__WHAT TO WORK ON__
Exact transcription of the records is required.

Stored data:
+ + + + +

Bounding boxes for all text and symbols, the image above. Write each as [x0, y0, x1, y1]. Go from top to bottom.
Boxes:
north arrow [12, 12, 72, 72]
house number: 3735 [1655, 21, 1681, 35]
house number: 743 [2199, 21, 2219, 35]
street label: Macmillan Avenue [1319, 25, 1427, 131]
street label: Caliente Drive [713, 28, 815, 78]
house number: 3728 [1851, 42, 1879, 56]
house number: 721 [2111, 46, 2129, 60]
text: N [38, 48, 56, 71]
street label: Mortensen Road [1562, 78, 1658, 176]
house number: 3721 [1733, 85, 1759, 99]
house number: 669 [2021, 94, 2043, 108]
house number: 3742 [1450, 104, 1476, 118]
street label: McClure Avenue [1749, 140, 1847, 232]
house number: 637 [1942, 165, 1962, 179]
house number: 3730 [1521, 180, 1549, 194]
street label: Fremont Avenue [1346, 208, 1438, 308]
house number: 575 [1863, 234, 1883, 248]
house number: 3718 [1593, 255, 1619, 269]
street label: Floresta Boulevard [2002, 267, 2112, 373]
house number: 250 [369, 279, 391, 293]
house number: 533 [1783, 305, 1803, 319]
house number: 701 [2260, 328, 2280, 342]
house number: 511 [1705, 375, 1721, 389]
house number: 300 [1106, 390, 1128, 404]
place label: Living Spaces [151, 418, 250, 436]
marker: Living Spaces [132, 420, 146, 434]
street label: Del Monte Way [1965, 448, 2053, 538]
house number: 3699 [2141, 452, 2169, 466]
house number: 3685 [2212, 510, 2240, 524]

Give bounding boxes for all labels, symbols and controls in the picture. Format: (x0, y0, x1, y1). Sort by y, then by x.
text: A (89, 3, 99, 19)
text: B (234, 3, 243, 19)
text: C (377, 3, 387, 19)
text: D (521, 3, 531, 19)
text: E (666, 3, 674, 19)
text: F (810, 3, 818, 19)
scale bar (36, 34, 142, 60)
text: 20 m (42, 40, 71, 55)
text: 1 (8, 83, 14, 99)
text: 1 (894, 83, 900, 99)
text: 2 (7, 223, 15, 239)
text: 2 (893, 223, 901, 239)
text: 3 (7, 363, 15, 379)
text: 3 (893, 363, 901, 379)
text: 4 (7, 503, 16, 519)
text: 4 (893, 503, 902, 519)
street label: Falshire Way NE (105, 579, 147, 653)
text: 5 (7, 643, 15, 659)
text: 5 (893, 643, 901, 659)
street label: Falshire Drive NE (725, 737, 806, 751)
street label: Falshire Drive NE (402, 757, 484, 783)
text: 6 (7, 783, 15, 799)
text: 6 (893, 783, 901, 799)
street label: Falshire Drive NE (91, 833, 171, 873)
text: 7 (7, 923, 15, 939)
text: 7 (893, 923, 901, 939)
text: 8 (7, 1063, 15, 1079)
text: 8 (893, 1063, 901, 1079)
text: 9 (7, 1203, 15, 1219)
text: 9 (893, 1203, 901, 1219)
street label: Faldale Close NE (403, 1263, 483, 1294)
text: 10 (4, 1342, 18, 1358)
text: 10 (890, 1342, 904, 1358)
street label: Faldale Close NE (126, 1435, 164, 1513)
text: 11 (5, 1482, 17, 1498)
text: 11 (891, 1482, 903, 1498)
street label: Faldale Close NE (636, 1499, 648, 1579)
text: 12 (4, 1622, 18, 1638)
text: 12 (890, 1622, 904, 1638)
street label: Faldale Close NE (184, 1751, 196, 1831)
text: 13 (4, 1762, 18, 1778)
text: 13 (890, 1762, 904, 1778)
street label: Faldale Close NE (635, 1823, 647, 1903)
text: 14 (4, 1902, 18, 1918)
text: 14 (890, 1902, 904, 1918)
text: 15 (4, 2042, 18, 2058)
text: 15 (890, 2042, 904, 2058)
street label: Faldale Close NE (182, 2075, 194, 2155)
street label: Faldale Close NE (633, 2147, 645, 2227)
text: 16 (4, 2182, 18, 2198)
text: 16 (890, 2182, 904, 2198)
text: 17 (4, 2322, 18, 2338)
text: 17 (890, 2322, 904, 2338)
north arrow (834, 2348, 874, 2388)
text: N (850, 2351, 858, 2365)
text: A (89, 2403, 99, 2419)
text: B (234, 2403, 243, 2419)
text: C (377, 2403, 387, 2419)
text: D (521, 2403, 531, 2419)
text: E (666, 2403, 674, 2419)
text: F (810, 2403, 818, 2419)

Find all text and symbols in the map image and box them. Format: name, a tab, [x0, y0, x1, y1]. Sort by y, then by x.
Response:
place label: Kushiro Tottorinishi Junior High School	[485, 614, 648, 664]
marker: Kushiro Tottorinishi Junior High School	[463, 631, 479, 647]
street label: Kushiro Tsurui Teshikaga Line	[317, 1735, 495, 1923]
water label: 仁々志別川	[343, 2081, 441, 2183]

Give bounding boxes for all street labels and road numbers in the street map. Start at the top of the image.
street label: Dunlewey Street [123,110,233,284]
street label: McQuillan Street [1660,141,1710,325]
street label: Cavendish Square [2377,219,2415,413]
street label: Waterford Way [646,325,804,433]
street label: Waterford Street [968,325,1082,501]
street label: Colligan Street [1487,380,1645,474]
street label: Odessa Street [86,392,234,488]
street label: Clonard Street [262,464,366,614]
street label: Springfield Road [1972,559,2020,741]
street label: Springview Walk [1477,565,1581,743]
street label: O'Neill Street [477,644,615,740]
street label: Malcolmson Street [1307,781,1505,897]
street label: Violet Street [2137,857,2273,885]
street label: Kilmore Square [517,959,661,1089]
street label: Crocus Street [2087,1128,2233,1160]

+ + + + +

__RESPONSE__
Bounding boxes for all text and symbols, the image above. Write each as [x0, y0, x1, y1]. Go from top to bottom.
Boxes:
north arrow [12, 12, 72, 72]
house number: 3735 [1655, 21, 1681, 35]
house number: 743 [2199, 21, 2219, 35]
street label: Macmillan Avenue [1319, 25, 1427, 131]
street label: Caliente Drive [713, 28, 815, 78]
house number: 3728 [1851, 42, 1879, 56]
house number: 721 [2111, 46, 2129, 60]
text: N [38, 48, 56, 71]
street label: Mortensen Road [1562, 78, 1658, 176]
house number: 3721 [1733, 85, 1759, 99]
house number: 669 [2021, 94, 2043, 108]
house number: 3742 [1450, 104, 1476, 118]
street label: McClure Avenue [1749, 140, 1847, 232]
house number: 637 [1942, 165, 1962, 179]
house number: 3730 [1521, 180, 1549, 194]
street label: Fremont Avenue [1346, 208, 1438, 308]
house number: 575 [1863, 234, 1883, 248]
house number: 3718 [1593, 255, 1619, 269]
street label: Floresta Boulevard [2002, 267, 2112, 373]
house number: 250 [369, 279, 391, 293]
house number: 533 [1783, 305, 1803, 319]
house number: 701 [2260, 328, 2280, 342]
house number: 511 [1705, 375, 1721, 389]
house number: 300 [1106, 390, 1128, 404]
place label: Living Spaces [151, 418, 250, 436]
marker: Living Spaces [132, 420, 146, 434]
street label: Del Monte Way [1965, 448, 2053, 538]
house number: 3699 [2141, 452, 2169, 466]
house number: 3685 [2212, 510, 2240, 524]

Give bounding boxes for all labels, symbols and controls in the picture. Format: (x0, y0, x1, y1). Sort by y, then by x.
text: A (89, 3, 99, 19)
text: B (234, 3, 243, 19)
text: C (377, 3, 387, 19)
text: D (521, 3, 531, 19)
text: E (666, 3, 674, 19)
text: F (810, 3, 818, 19)
scale bar (36, 34, 142, 60)
text: 20 m (42, 40, 71, 55)
text: 1 (8, 83, 14, 99)
text: 1 (894, 83, 900, 99)
text: 2 (7, 223, 15, 239)
text: 2 (893, 223, 901, 239)
text: 3 (7, 363, 15, 379)
text: 3 (893, 363, 901, 379)
text: 4 (7, 503, 16, 519)
text: 4 (893, 503, 902, 519)
street label: Falshire Way NE (105, 579, 147, 653)
text: 5 (7, 643, 15, 659)
text: 5 (893, 643, 901, 659)
street label: Falshire Drive NE (725, 737, 806, 751)
street label: Falshire Drive NE (402, 757, 484, 783)
text: 6 (7, 783, 15, 799)
text: 6 (893, 783, 901, 799)
street label: Falshire Drive NE (91, 833, 171, 873)
text: 7 (7, 923, 15, 939)
text: 7 (893, 923, 901, 939)
text: 8 (7, 1063, 15, 1079)
text: 8 (893, 1063, 901, 1079)
text: 9 (7, 1203, 15, 1219)
text: 9 (893, 1203, 901, 1219)
street label: Faldale Close NE (403, 1263, 483, 1294)
text: 10 (4, 1342, 18, 1358)
text: 10 (890, 1342, 904, 1358)
street label: Faldale Close NE (126, 1435, 164, 1513)
text: 11 (5, 1482, 17, 1498)
text: 11 (891, 1482, 903, 1498)
street label: Faldale Close NE (636, 1499, 648, 1579)
text: 12 (4, 1622, 18, 1638)
text: 12 (890, 1622, 904, 1638)
street label: Faldale Close NE (184, 1751, 196, 1831)
text: 13 (4, 1762, 18, 1778)
text: 13 (890, 1762, 904, 1778)
street label: Faldale Close NE (635, 1823, 647, 1903)
text: 14 (4, 1902, 18, 1918)
text: 14 (890, 1902, 904, 1918)
text: 15 (4, 2042, 18, 2058)
text: 15 (890, 2042, 904, 2058)
street label: Faldale Close NE (182, 2075, 194, 2155)
street label: Faldale Close NE (633, 2147, 645, 2227)
text: 16 (4, 2182, 18, 2198)
text: 16 (890, 2182, 904, 2198)
text: 17 (4, 2322, 18, 2338)
text: 17 (890, 2322, 904, 2338)
north arrow (834, 2348, 874, 2388)
text: N (850, 2351, 858, 2365)
text: A (89, 2403, 99, 2419)
text: B (234, 2403, 243, 2419)
text: C (377, 2403, 387, 2419)
text: D (521, 2403, 531, 2419)
text: E (666, 2403, 674, 2419)
text: F (810, 2403, 818, 2419)

Find all text and symbols in the map image and box them. Format: name, a tab, [x0, y0, x1, y1]. Sort by y, then by x.
Response:
place label: Kushiro Tottorinishi Junior High School	[485, 614, 648, 664]
marker: Kushiro Tottorinishi Junior High School	[463, 631, 479, 647]
street label: Kushiro Tsurui Teshikaga Line	[317, 1735, 495, 1923]
water label: 仁々志別川	[343, 2081, 441, 2183]

Give bounding boxes for all street labels and road numbers in the street map. Start at the top of the image.
street label: Dunlewey Street [123,110,233,284]
street label: McQuillan Street [1660,141,1710,325]
street label: Cavendish Square [2377,219,2415,413]
street label: Waterford Way [646,325,804,433]
street label: Waterford Street [968,325,1082,501]
street label: Colligan Street [1487,380,1645,474]
street label: Odessa Street [86,392,234,488]
street label: Clonard Street [262,464,366,614]
street label: Springfield Road [1972,559,2020,741]
street label: Springview Walk [1477,565,1581,743]
street label: O'Neill Street [477,644,615,740]
street label: Malcolmson Street [1307,781,1505,897]
street label: Violet Street [2137,857,2273,885]
street label: Kilmore Square [517,959,661,1089]
street label: Crocus Street [2087,1128,2233,1160]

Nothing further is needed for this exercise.